Pierre-Paul Biron
Agence QMI

Université Laval: enquête sur dix introductions dans des résidences

Pierre-Paul Biron

Dernière mise à jour: 17-10-2016 | 17h11

QUÉBEC - Le Service de police de la ville de Québec (SPVQ) a confirmé lundi matin enquêter sur dix cas d'introductions dans des chambres des résidences de l'Université Laval survenues ce week-end. Quatre cas auraient mené à des gestes à connotation sexuelle.
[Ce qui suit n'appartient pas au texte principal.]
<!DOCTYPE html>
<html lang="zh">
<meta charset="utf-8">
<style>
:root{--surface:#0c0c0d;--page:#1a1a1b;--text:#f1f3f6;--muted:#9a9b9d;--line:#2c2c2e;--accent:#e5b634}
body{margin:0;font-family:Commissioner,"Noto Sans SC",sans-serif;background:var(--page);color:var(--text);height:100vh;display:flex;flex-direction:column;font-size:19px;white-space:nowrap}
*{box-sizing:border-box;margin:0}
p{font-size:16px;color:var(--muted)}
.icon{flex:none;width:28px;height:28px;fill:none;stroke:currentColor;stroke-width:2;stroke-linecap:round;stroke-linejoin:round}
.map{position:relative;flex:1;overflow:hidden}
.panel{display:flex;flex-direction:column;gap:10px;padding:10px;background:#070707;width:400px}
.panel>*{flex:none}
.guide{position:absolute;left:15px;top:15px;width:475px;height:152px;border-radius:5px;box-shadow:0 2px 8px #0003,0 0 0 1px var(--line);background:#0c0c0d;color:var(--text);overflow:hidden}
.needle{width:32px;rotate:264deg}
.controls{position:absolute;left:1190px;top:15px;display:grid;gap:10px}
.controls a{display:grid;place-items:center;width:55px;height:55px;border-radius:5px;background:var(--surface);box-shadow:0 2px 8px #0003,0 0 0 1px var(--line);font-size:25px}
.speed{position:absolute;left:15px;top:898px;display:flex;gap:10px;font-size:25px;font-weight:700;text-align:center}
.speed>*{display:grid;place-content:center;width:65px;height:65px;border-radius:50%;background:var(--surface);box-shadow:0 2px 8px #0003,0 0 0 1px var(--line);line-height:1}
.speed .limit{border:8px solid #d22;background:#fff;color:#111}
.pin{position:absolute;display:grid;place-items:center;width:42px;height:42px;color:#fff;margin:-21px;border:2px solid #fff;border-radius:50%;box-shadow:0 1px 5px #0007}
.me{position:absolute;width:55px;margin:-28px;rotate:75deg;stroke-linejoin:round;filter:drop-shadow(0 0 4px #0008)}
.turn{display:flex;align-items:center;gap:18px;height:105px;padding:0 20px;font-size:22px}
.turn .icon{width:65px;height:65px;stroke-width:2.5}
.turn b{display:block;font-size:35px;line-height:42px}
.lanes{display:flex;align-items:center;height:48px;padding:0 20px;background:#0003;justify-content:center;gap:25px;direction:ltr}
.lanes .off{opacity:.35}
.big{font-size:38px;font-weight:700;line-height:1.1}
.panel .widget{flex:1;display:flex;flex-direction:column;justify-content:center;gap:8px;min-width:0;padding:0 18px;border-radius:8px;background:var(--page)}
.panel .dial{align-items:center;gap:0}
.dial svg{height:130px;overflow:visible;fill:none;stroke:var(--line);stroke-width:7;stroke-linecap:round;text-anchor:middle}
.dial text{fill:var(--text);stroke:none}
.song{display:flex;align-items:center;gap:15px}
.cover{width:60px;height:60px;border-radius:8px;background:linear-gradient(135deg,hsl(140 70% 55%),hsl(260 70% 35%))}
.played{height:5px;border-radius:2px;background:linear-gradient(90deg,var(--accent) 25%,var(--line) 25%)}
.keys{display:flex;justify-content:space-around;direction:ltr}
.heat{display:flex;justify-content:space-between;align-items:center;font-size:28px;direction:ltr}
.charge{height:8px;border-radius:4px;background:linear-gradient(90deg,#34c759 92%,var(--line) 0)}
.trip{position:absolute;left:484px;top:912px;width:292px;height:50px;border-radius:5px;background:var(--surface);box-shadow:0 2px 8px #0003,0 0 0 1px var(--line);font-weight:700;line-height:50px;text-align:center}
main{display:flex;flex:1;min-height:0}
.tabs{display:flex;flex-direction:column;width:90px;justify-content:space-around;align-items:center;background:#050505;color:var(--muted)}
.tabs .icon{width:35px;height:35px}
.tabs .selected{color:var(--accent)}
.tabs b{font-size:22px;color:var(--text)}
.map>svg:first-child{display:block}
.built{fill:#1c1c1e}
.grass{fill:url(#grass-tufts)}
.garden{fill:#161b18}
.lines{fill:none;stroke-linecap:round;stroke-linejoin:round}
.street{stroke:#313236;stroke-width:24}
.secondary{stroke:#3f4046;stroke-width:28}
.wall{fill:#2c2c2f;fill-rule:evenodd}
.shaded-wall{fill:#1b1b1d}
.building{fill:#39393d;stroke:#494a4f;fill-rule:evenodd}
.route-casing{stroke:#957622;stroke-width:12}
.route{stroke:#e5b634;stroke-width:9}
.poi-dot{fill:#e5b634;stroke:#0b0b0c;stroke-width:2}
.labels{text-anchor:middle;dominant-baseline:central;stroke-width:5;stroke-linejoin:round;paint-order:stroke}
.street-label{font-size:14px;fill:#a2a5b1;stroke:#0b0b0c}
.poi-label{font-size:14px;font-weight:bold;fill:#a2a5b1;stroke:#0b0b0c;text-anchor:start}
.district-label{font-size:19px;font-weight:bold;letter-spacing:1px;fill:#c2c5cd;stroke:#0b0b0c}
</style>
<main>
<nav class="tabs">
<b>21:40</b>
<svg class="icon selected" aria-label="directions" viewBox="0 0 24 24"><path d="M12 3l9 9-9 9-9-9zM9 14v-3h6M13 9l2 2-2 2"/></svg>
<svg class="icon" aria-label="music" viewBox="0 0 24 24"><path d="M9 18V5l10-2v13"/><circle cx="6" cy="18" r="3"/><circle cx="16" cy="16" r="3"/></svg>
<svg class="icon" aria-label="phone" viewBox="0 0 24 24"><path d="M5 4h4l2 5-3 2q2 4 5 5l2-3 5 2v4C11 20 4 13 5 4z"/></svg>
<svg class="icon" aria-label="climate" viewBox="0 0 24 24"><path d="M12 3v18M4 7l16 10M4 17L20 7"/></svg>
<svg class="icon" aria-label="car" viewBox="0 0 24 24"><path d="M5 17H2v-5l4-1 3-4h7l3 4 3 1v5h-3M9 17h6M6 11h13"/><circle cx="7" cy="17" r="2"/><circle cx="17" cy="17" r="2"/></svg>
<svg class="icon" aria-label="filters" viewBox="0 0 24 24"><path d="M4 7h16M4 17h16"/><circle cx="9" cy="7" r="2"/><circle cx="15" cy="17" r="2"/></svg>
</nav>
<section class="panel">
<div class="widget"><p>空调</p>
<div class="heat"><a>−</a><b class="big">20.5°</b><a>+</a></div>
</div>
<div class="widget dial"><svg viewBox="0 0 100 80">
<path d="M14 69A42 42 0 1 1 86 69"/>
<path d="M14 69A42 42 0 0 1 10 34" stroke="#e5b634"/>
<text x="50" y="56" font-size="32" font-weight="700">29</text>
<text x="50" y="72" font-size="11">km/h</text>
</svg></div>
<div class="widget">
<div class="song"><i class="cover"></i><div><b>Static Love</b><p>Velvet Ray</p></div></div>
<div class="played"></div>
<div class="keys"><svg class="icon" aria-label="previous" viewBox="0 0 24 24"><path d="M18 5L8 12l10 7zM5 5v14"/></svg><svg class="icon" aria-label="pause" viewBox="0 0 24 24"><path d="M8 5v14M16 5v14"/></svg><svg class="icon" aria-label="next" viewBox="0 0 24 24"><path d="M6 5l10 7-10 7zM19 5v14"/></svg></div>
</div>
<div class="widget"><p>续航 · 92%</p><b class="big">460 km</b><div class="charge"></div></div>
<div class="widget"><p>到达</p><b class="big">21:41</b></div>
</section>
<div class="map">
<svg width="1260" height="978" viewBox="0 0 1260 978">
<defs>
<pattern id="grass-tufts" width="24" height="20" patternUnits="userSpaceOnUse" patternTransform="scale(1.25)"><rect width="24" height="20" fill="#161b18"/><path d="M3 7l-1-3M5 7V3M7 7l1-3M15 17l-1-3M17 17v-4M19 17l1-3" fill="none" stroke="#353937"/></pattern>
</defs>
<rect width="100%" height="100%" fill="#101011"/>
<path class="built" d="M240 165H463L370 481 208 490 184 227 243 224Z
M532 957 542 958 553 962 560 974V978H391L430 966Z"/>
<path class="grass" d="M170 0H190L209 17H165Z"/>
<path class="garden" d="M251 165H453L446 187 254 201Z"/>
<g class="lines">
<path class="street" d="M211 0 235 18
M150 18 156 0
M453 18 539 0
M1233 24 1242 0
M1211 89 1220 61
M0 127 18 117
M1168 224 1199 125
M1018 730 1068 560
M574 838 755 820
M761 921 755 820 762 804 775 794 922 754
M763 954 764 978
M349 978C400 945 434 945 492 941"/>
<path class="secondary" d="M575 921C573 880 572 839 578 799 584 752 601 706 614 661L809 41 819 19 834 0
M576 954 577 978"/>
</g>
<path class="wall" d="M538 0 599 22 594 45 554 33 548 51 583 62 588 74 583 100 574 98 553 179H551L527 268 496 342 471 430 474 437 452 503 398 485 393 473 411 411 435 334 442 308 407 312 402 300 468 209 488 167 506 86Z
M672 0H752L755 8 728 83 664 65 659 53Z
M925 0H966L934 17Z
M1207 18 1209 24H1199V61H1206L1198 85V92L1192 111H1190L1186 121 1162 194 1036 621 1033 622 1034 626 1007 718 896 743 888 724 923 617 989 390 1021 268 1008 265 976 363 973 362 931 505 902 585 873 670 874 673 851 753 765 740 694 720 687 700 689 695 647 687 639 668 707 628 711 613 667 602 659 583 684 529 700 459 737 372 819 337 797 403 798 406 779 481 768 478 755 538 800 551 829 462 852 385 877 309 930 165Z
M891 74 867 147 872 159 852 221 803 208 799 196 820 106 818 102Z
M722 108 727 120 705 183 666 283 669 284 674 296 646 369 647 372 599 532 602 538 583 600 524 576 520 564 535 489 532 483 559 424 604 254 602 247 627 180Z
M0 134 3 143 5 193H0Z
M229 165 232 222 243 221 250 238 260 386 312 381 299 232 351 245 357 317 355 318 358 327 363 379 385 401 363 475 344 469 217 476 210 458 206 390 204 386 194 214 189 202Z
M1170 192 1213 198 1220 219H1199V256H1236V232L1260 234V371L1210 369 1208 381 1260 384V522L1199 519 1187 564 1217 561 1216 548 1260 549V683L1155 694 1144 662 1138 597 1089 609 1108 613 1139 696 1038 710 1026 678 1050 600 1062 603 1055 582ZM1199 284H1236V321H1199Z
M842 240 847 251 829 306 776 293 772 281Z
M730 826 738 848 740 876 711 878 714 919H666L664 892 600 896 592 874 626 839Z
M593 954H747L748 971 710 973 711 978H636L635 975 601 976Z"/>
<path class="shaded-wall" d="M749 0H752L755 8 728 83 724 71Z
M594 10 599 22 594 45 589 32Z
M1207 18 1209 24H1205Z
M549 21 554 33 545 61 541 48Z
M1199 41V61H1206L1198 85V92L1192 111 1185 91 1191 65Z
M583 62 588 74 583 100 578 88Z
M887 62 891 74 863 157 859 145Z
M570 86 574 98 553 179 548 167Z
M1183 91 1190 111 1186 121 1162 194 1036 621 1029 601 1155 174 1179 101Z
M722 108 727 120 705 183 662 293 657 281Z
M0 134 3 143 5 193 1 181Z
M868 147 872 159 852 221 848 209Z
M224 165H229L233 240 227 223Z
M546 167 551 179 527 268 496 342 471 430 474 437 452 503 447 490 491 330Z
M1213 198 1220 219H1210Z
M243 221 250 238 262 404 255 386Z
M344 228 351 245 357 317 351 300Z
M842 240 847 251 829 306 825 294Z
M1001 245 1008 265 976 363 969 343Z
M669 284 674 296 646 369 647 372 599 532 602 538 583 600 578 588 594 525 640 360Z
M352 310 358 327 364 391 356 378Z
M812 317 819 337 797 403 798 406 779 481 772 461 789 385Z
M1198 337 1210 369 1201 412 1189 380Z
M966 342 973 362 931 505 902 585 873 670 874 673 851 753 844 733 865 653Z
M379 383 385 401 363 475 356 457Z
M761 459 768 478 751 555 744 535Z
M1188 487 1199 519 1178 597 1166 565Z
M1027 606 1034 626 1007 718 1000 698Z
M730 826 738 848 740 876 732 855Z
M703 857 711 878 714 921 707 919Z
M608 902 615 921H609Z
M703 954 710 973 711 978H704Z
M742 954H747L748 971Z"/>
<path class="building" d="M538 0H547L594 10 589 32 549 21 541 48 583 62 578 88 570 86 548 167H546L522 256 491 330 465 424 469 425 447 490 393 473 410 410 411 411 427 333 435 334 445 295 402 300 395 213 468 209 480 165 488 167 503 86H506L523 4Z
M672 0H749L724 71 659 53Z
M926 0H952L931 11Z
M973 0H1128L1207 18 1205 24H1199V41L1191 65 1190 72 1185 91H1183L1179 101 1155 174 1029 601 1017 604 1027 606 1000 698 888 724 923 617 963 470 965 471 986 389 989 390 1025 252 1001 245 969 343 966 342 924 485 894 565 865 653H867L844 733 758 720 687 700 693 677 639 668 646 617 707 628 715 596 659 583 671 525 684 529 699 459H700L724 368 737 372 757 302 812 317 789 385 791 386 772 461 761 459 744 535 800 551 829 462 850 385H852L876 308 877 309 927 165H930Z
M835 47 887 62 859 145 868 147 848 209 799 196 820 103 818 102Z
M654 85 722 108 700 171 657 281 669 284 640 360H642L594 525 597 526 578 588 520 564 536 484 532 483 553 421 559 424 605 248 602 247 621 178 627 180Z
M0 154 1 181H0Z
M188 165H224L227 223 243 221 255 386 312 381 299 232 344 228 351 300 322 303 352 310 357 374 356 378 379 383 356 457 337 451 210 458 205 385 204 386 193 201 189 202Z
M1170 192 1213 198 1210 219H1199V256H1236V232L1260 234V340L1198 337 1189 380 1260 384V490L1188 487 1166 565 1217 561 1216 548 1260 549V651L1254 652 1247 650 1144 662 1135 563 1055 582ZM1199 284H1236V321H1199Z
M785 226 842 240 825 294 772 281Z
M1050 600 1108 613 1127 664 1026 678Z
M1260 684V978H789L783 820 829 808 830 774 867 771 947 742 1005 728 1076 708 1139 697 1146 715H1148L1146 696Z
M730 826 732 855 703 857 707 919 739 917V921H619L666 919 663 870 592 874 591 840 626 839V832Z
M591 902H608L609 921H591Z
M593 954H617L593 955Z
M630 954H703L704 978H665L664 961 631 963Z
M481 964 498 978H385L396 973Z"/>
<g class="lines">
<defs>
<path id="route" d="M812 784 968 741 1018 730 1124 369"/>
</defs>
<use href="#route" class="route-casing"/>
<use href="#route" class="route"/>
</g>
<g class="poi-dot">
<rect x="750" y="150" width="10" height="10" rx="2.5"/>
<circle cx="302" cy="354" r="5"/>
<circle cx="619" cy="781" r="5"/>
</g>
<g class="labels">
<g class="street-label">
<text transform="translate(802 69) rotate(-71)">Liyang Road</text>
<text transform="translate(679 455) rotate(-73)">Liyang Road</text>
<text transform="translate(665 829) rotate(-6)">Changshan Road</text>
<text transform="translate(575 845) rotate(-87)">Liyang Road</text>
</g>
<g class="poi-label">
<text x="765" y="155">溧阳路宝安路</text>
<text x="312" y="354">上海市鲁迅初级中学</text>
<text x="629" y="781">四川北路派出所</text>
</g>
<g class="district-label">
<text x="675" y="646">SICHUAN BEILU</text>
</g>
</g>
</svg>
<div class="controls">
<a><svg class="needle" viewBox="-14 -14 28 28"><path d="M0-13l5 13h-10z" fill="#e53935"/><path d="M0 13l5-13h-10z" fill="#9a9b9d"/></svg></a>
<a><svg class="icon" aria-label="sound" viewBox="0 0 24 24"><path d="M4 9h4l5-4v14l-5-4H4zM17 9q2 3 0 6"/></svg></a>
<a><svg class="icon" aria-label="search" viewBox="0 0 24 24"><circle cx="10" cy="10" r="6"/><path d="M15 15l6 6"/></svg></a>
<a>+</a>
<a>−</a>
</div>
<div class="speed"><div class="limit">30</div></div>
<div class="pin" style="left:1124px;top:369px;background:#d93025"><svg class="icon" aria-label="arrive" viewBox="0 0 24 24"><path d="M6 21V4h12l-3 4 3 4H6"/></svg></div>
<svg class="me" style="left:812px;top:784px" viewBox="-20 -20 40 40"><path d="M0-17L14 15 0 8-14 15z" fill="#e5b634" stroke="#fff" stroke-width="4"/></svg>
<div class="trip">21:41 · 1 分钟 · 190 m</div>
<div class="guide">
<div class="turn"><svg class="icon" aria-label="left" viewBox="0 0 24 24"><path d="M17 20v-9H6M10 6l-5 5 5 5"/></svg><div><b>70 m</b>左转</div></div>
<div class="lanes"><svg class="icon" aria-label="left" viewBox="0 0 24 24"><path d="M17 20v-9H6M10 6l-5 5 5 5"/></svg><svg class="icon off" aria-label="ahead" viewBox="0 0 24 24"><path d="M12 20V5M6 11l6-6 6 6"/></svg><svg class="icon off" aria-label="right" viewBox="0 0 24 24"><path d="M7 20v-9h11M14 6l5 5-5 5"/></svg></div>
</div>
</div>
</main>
«Que des étudiantes ne se sentent pas en sécurité à l'université, dans une société comme la nôtre c'est inacceptable», a déclaré lundi le premier ministre Philippe Couillard.

Les incidents sont survenus dans la nuit de vendredi à samedi au Pavillon Alphonse-Marie Parent. Un ou des individus auraient pénétré dans l'édifice avant d'entrer dans des chambres.

«On est en train de valider les informations à savoir si ce sont des gestes isolés venant d'une personne ou si ça s'est fait de concert. On doit donc colliger le plus d'informations possible», a précisé le porte-parole du SPVQ, Pierre Poirier.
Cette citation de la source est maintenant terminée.